España, este reino, en el breve lapso de dos años ha pasado de ser considerada en el exterior como un ejemplo de país progresista a todo lo contrario, es decir, ha pasado a formar parte, junto con Polonia o Irlanda, de los países más retrógrados e integristas, una especie de reserva espiritual de Europa en materia de legislación sobre el derecho a la interrupción del embarazo. Ese paso se ha dado desde un Gobierno que se aleja de la sensatez para adentrarse en terrenos propios de un radicalismo antisistema y lo hace escudándose en argumentos falaces que rezuman precipitación e hipocresía por todos lados.

En primer lugar, el Gobierno adelanta una ley sobre el aborto que suprime un derecho y condena a las mujeres sin recursos económicos a prácticas abortivas clandestinas, sin esperar al dictamen sobre el recurso que el propio PP presentó ante el Tribunal Constitucional cuando el Gobierno de Zapatero aprobó la actual legislación de plazos. Arguye el Gobierno a su favor el cumplimiento de su programa electoral, cuando para todo lo demás la argumentación es la contraria: hay que hacer lo que hay que hacer aunque sea lo contrario de lo que prometía el programa. El resultado es que incumplen su programa electoral en materia económica, laboral, social y de derechos civiles pero alardean de cumplirlo en este asunto.

Algunos desde el Gobierno pretenden hacernos ver que creen que los votos que les dieron la mayoría absoluta se debieron a un clamor contra la ley de plazos y a un reclamo de la penalización del aborto, cuando, en realidad, esta ley no pretende satisfacer una demanda de la mayoría social, sino de la minoría ultraderechista que forma el núcleo duro del PP y que está en su ADN. Haciéndose eco de esa demanda minoritaria, el aborto ha pasado de ser un asunto propio del ministerio de Sanidad a serlo del ministerio de Justicia y, en consecuencia, a ser un asunto del ministro Gallardón.

Gallardón esgrime como principal argumento los derechos del no-nacido.
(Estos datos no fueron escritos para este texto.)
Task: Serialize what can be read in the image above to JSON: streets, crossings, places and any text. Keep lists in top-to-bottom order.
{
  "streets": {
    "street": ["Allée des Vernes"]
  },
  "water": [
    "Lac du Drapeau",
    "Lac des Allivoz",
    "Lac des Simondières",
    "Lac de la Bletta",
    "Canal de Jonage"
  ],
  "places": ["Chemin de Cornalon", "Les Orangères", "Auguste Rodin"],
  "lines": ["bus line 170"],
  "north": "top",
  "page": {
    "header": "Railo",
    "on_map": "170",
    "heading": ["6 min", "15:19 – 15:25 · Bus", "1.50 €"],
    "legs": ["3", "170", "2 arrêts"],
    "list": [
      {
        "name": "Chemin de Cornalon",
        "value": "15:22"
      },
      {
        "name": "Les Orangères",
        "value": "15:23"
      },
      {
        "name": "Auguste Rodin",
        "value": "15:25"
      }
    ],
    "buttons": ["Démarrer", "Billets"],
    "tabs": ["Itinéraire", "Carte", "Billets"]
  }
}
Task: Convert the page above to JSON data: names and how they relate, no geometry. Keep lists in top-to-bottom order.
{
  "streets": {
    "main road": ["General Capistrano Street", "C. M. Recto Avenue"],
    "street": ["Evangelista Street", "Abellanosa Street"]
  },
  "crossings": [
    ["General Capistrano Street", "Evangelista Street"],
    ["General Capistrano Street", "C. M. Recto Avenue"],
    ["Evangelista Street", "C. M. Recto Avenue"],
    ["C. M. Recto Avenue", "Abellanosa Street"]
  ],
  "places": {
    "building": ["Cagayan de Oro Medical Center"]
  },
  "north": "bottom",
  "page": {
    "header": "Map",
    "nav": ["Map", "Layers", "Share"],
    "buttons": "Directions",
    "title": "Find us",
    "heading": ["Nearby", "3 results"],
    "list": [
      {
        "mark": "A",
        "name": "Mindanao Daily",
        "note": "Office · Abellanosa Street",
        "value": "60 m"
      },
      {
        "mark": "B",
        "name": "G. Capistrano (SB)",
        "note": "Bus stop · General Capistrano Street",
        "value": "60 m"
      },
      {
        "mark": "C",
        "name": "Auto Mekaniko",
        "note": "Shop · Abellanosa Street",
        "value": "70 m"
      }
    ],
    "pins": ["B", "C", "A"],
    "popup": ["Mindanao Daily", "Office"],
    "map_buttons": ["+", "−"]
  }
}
Con ello se alía con un pensamiento radical e integrista internacional que suele acompañar su ideario con acciones de castigo en las que aplica, por la vía directa, la justicia divina contra pecadores y pecadoras. Por eso su proyecto de ley sólo ha recibido el apoyo explícito de fanáticos, de la cúpula episcopal y de los dirigentes de la ultraderecha francesa del Frente Nacional.

A diferencia de los derechos humanos, los derechos del no-nacido están todavía por ser reconocidos porque, salvo para los fundamentalistas, no constituye una verdad indiscutible que un feto humano sea, en acto, un ser humano. Este debate es como un viaje en el tiempo, un viaje a un tiempo pasado, concretamente al siglo V, aquel tiempo en el que los Padres de la Iglesia entretenían sus horas en luchas de poder metafísicas discutiendo sobre la naturaleza de Cristo, la Santísima Trinidad o la unión del alma con el cuerpo, que era como entonces enfocaban el asunto del aborto. Mientras que los debates sobre la naturaleza de Cristo y de la Trinidad tenían carácter teórico porque sólo afectaban al Padre, al Hijo y al Espíritu Santo, el debate sobre la unión del alma con el cuerpo desde una perspectiva creacionista tenía carácter práctico porque afectaba a las mujeres y a su voluntad de asumir o no asumir un embarazo. Tal vez por ese motivo, sin llegar a un acuerdo sobre los otros dos asuntos se impuso su declaración como dogmas de fe, pero en cambio, sin acuerdo ni conclusión respecto al momento en el que un feto se convierte en ser humano, se relegó el problema al olvido y se dejó la cosa como estaba: las mujeres decidían.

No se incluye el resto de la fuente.